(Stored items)
────────────────
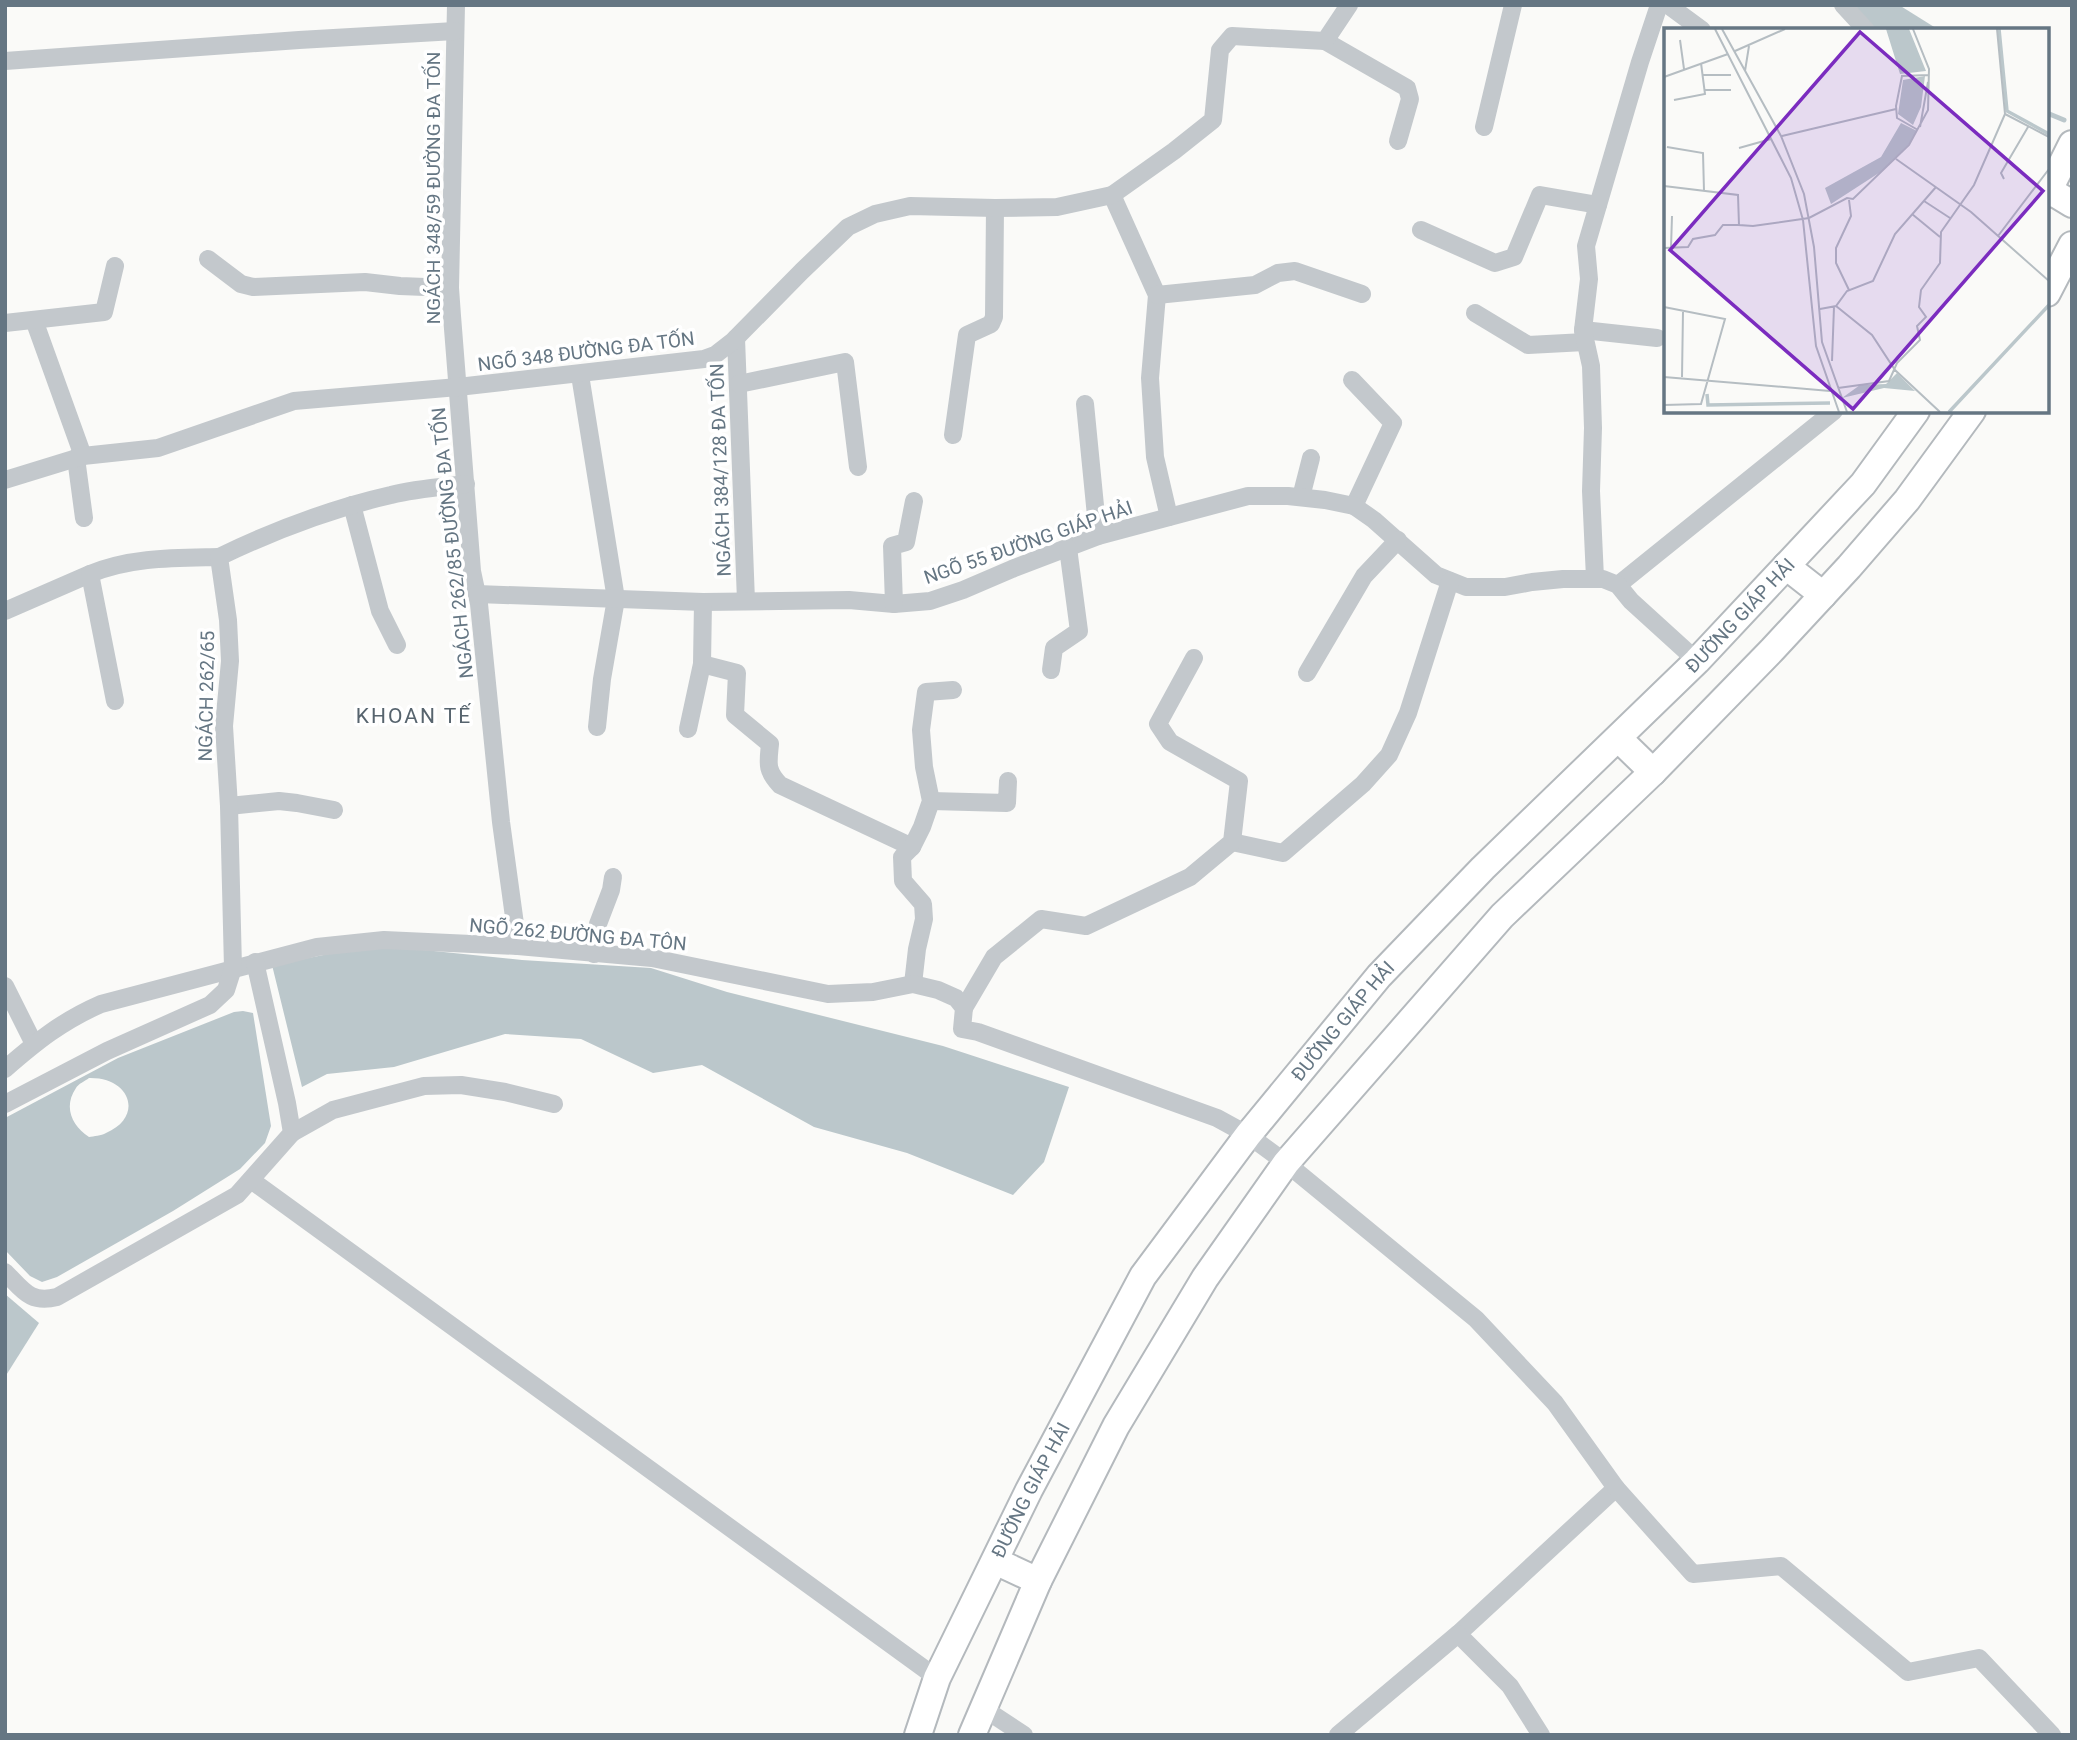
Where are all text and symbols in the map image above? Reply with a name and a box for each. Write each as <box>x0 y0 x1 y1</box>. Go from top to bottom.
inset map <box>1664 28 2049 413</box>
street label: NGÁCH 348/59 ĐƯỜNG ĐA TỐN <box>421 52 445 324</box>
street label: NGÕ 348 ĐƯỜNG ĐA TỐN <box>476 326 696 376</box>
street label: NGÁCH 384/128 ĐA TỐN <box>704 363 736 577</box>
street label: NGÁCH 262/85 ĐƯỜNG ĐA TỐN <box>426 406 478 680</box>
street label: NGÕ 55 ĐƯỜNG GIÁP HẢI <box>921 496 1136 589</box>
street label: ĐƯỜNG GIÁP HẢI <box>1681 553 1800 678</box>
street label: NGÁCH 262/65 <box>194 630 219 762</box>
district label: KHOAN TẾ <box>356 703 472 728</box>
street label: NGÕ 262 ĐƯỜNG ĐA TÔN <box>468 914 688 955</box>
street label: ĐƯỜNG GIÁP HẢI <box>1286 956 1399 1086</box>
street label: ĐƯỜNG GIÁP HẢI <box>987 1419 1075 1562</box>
────────────────
EXERCISE: Repeat the entries exactly and keep the pictures out of the copy.

RESULT OF THIS TASK:
Where are all text and symbols in the map image above? Reply with a name and a box for each. Write each as <box>x0 y0 x1 y1</box>. Go from top to bottom.
inset map <box>1664 28 2049 413</box>
street label: NGÁCH 348/59 ĐƯỜNG ĐA TỐN <box>421 52 445 324</box>
street label: NGÕ 348 ĐƯỜNG ĐA TỐN <box>476 326 696 376</box>
street label: NGÁCH 384/128 ĐA TỐN <box>704 363 736 577</box>
street label: NGÁCH 262/85 ĐƯỜNG ĐA TỐN <box>426 406 478 680</box>
street label: NGÕ 55 ĐƯỜNG GIÁP HẢI <box>921 496 1136 589</box>
street label: ĐƯỜNG GIÁP HẢI <box>1681 553 1800 678</box>
street label: NGÁCH 262/65 <box>194 630 219 762</box>
district label: KHOAN TẾ <box>356 703 472 728</box>
street label: NGÕ 262 ĐƯỜNG ĐA TÔN <box>468 914 688 955</box>
street label: ĐƯỜNG GIÁP HẢI <box>1286 956 1399 1086</box>
street label: ĐƯỜNG GIÁP HẢI <box>987 1419 1075 1562</box>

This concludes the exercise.